US rules out Syria presence
US Defense Secretary Panetta (L) and Gen Dempsey say the US won’t send troops to secure Syrian chemicals. AFP photoThe U.S. has largely ruled out sending in ground troops to secure Syrian chemical weapons under hostile circumstances, but the Pentagon could provide some forces if the al-Assad regime ever agrees to a peaceful transition, Defense Secretary Leon Panetta said Jan. 10.
Gen. Martin Dempsey, chairman of the Joint Chiefs of Staff, acknowledged that it will be nearly impossible to prevent Syria from using its chemical weapons, so the U.S. must rely on deterrence and continue warning the country that using them would be unacceptable.

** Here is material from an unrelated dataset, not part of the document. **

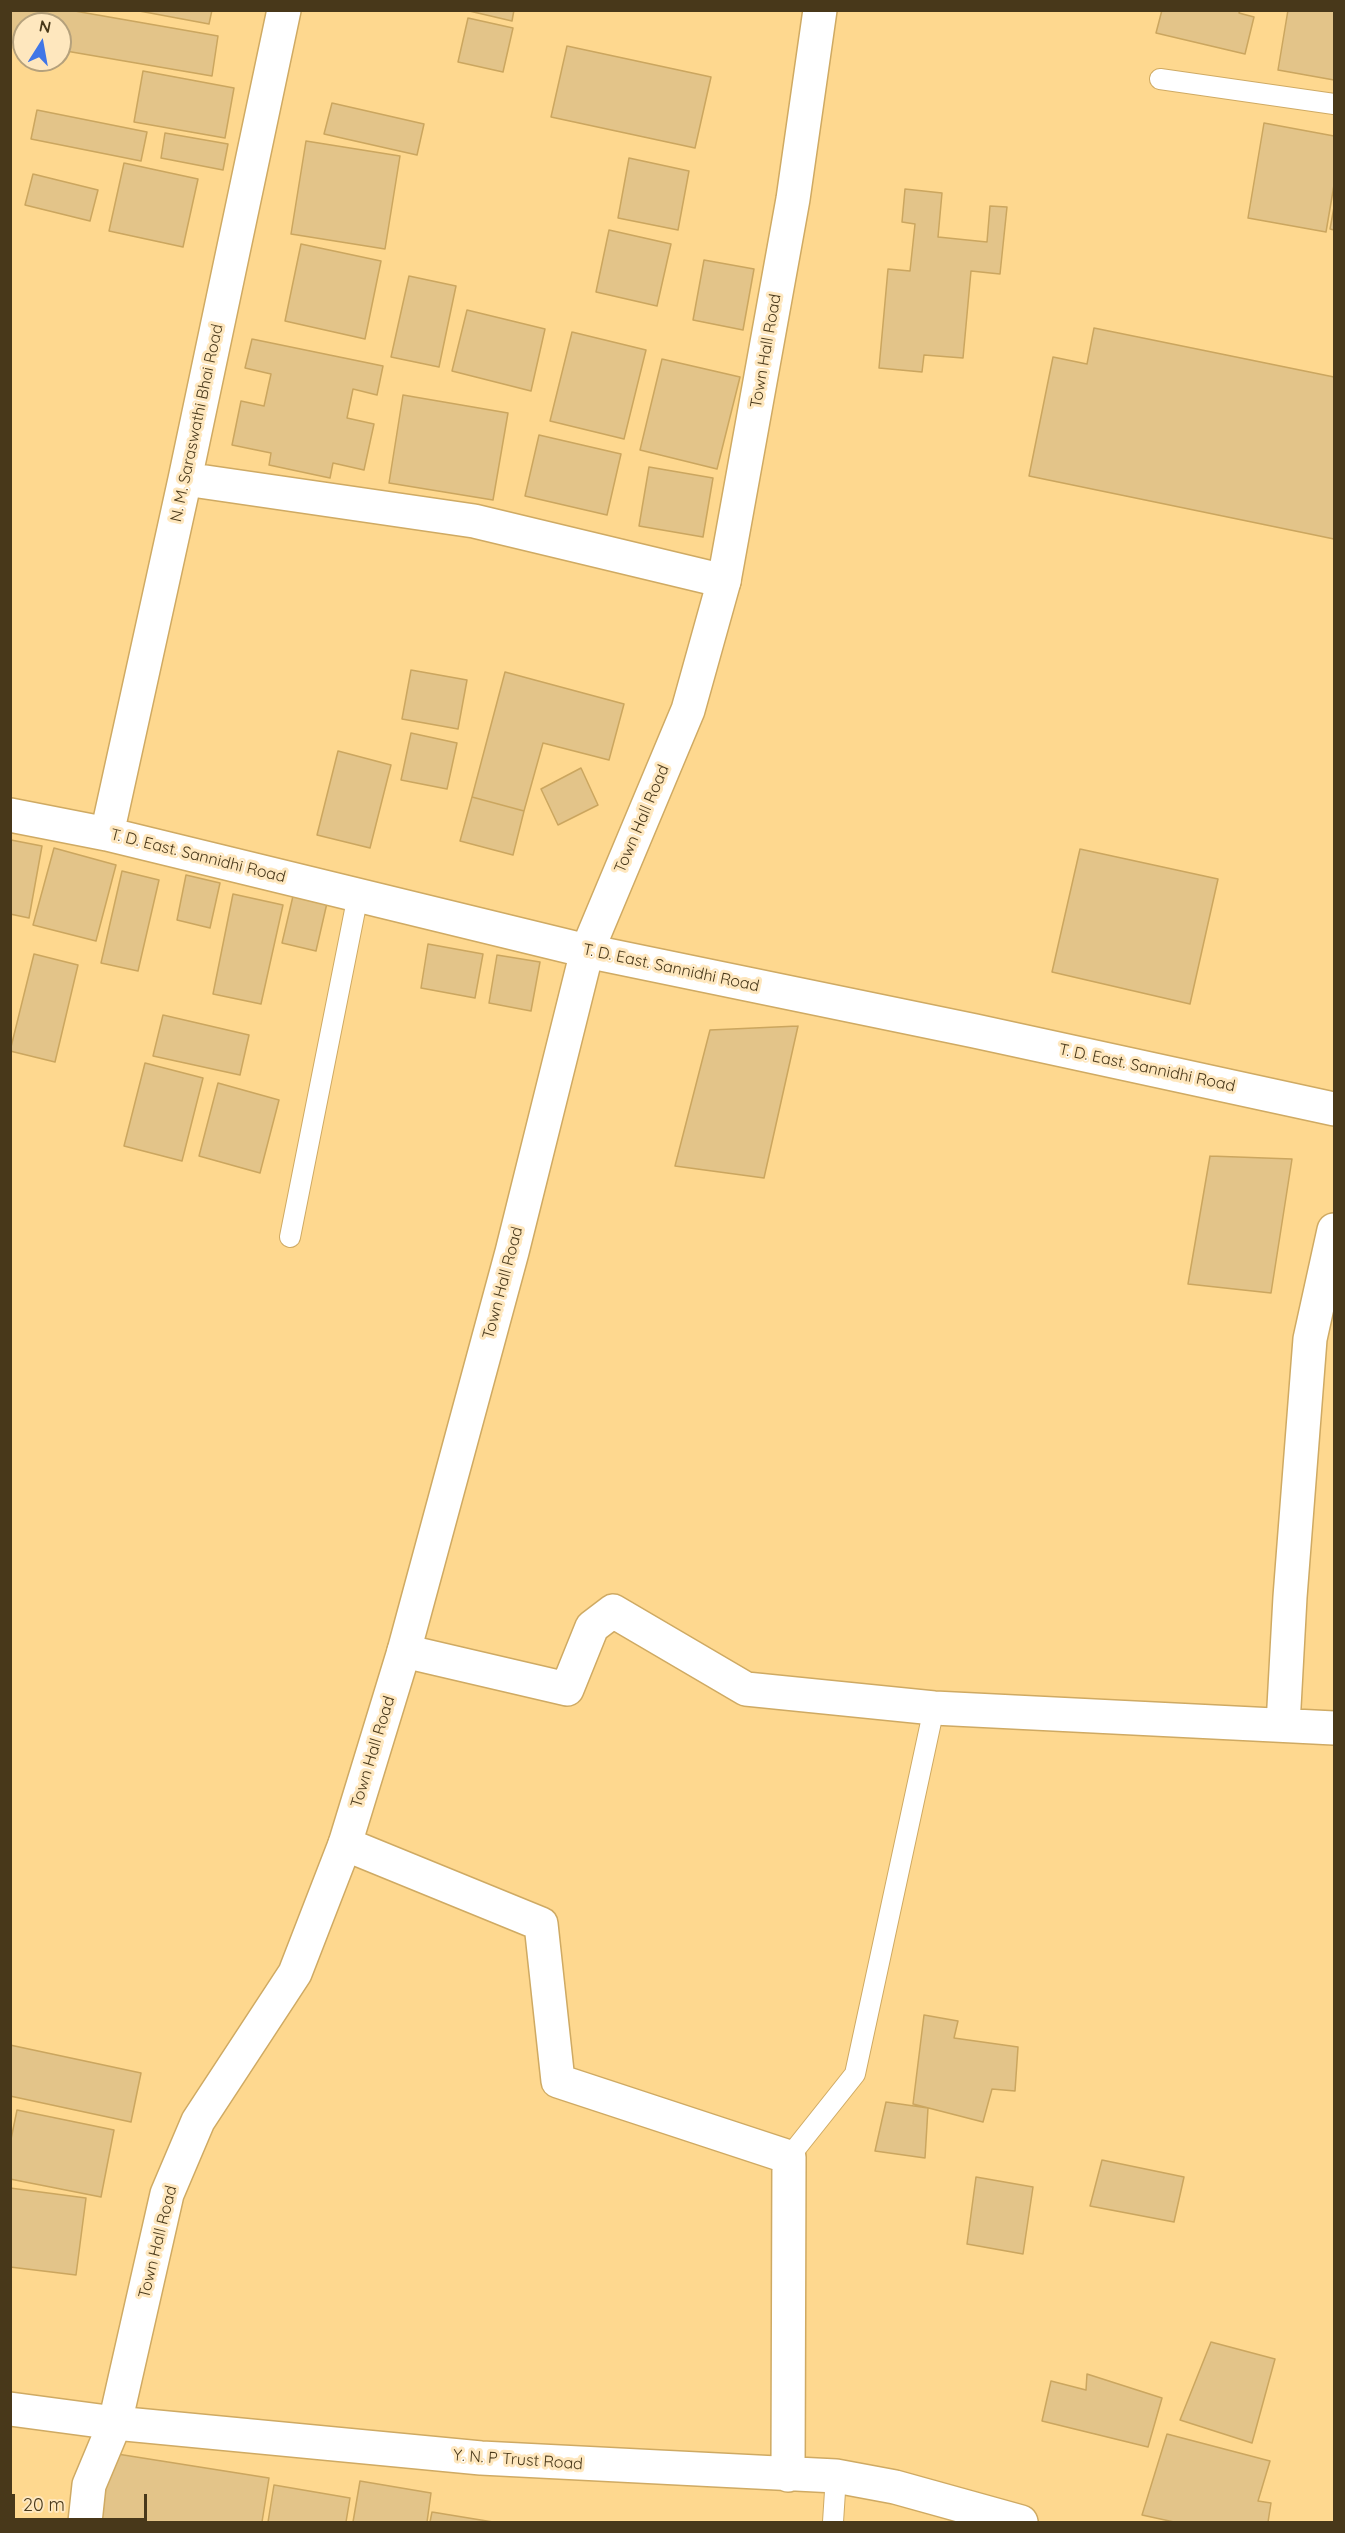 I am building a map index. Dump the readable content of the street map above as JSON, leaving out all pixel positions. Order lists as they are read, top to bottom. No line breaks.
{"streets":{"street":["Town Hall Road","N. M. Saraswathi Bhai Road","T. D. East. Sannidhi Road","Y. N. P Trust Road"]},"crossings":[["Town Hall Road","T. D. East. Sannidhi Road"],["Town Hall Road","Y. N. P Trust Road"],["N. M. Saraswathi Bhai Road","T. D. East. Sannidhi Road"]],"scale_bar":"20 m","north":"top"}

“The act of preventing the use of chemical weapons would be almost unachievable,” Dempsey said during a Pentagon press conference. “You would have to have such clarity of intelligence, persistent surveillance, you’d have to actually see it before it happened, and that’s, that’s unlikely, to be sure.”
Panetta also said his biggest concern is how the U.S. and allies would secure the chemical and biological weapons sites scattered across Syria and ensure the components don’t end up in the wrong hands if the regime falls. He said the U.S. is preparing no options for having U.S. ground troops in that country if the regime falls while under attack.
But, he added, “you always have to keep the possibility that, if there is a peaceful transition and international organizations get involved, that they might ask for assistance in that situation.” President Barack Obama has said the regime’s use of chemical weapons against the rebels would be a “red line.”